=== HOW TO COMPLETE THIS TASK ===
As the answer, give a copy of each line below that includes the word "canvas".

[Stored items]
[Start of section]
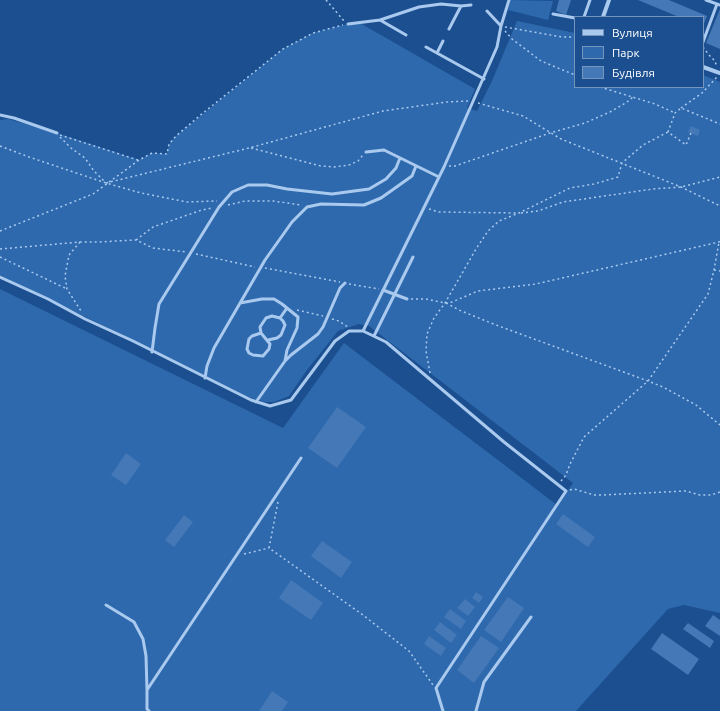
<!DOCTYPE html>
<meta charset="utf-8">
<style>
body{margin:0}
#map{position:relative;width:720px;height:711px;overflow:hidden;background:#1b4f8f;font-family:Ubuntu,sans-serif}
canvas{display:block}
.legend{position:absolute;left:574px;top:16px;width:130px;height:72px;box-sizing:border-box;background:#1b4f8f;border:1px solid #7695bc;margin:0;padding:5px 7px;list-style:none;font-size:12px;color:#fff}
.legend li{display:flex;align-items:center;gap:8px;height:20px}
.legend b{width:20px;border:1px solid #7695bc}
</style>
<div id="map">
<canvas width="720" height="711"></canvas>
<ul class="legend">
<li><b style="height:5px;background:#a9c9ee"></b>Вулиця</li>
<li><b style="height:11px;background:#2e69ad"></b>Парк</li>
<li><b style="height:11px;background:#4478b7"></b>Будівля</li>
</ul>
</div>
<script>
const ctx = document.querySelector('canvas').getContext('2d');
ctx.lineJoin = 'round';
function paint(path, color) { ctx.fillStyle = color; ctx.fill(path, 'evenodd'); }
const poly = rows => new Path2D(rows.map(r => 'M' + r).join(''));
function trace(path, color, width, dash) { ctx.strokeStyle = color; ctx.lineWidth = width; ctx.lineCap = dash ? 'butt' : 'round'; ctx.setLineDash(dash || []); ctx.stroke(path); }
paint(poly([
 [510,0,553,1,548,20,508,10],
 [517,21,575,33,575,87,703,87,703,75,720,82,720,613,684,605,668,609,576,711,0,711,0,289,283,428,344,343,557,505,573,483,369,326,359,324,338,331,307,370,289,396,274,402,265,402,248,397,0,275,0,120,8,119,57,133,139,160,152,153,167,154,169,144,176,136,283,49,313,33,348,24,360,23,475,89,467,108,477,111,492,81]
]), '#2e69ad');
paint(poly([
 [559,0,571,0,566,15,556,11],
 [638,0,669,0,707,16,703,26,703,17,679,17],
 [720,9,720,49,706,43],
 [691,126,700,130,698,136,688,132],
 [337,407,366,427,337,468,308,448],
 [126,453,141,464,126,485,111,475],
 [563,514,595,537,588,547,556,524],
 [184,515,193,522,174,547,165,540],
 [322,541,352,562,341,578,311,556],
 [291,580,323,603,311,620,279,598],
 [476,592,483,597,479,603,472,598],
 [508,597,524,608,501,642,484,630],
 [465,599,475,607,468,616,457,608],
 [450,609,466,621,461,629,444,617],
 [713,615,720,620,720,636,705,626],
 [440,622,457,635,451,643,434,630],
 [688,623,714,641,710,648,683,629],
 [662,633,699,659,688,675,651,649],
 [429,636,446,648,441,656,424,644],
 [481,636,499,648,474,683,457,670],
 [272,691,288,702,282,711,259,711]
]), '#4478b7');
trace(poly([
 [326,0,345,22],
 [505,27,562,37,575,37],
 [505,31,512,39,541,61,575,75],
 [703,47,709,55,714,60,717,66],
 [600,87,655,104,675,113],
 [478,103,523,116,561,139,681,187,720,206],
 [681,108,702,93,717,77],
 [691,133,686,145,668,132,675,113,681,108,720,124],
 [60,135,138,160],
 [60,137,71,148,85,158,94,171,105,182],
 [0,146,29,157,106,183,141,193,187,202,217,201],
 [251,148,321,166,334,167,349,165,358,161,363,155],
 [449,166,455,166,550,133,585,123,612,111,627,102,633,97],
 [106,183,249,148,383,111,447,102,468,101],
 [228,205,245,201,273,201,301,205],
 [429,209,439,212,517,213],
 [521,213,538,211,563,202,653,189,681,187,720,177],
 [0,231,93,194,139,160,152,153,167,154,169,144,176,136,203,113,283,49,313,33,343,25],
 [136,240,153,227,202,210,212,208],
 [80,242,69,255,65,276,67,289,81,311],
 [0,249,80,242,98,242,136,240,153,248,187,252],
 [196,254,255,267],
 [0,257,67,289],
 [265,268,340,282],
 [714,270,720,271],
 [349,284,379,289],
 [411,299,426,299,445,303,452,302,478,291,536,284,719,242,720,240],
 [446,303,459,310,496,325,648,381,663,387,696,405,720,425],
 [297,310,323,316],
 [332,319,339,321,348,327],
 [430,373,426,351,427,334,434,318,445,303,476,249,488,231,499,221,519,213,570,188,594,184,618,177,622,163,643,145,668,132],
 [561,481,566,475,570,464,584,437,648,381,708,294,714,270,719,242],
 [570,490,574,489,594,495,602,495,686,491,700,495,711,495,720,492],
 [278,502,269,548,363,615,409,651,433,685],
 [244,554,269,548]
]), '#a9c9ee', 1.5, [2, 3]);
trace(poly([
 [706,0,720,5],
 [553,14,575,18],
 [584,17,590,0],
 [380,20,406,35],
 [348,24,380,20,419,7,441,4,461,6,471,5],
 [501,26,509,0],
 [449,29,461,6],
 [703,42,717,4],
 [426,47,484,79],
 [437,53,443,41],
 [0,115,14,118,57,133],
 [366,152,384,150,439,177],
 [0,277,48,299,85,319,133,341,251,400,270,406,291,400,335,341,349,331,363,331,386,342,504,442,566,491,436,688,443,711],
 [383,290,407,299],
 [240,303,262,299,274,299,282,304,298,317,297,328,287,350,285,361,256,402],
 [363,331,444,167,497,47,501,26,487,11],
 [261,333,252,336,249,339,247,349,249,353,253,355,263,356,269,349,270,344,261,333,260,327,266,318,272,316,280,318],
 [374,336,413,257],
 [268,340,277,338,281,335,285,325,283,321,280,318,287,308],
 [152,352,155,328,159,304,219,207,232,192,248,185,267,185,287,189,332,194,369,189,386,179,396,168,400,158],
 [285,361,291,355,318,334,323,327,340,288,345,283],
 [205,378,207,366,214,348,265,260,292,222,307,207,321,204,364,205,381,198,412,176,416,166],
 [106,605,134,622,143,639,146,656,147,690],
 [149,711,147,709,147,690,301,458],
 [476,711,484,682,531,617]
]), '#a9c9ee', 3);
trace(poly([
 [603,17,609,0],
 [703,67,720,73]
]), '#a9c9ee', 4);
</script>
[End of section]
=== RESULT ===
canvas{display:block}
<canvas width="720" height="711"></canvas>
const ctx = document.querySelector('canvas').getContext('2d');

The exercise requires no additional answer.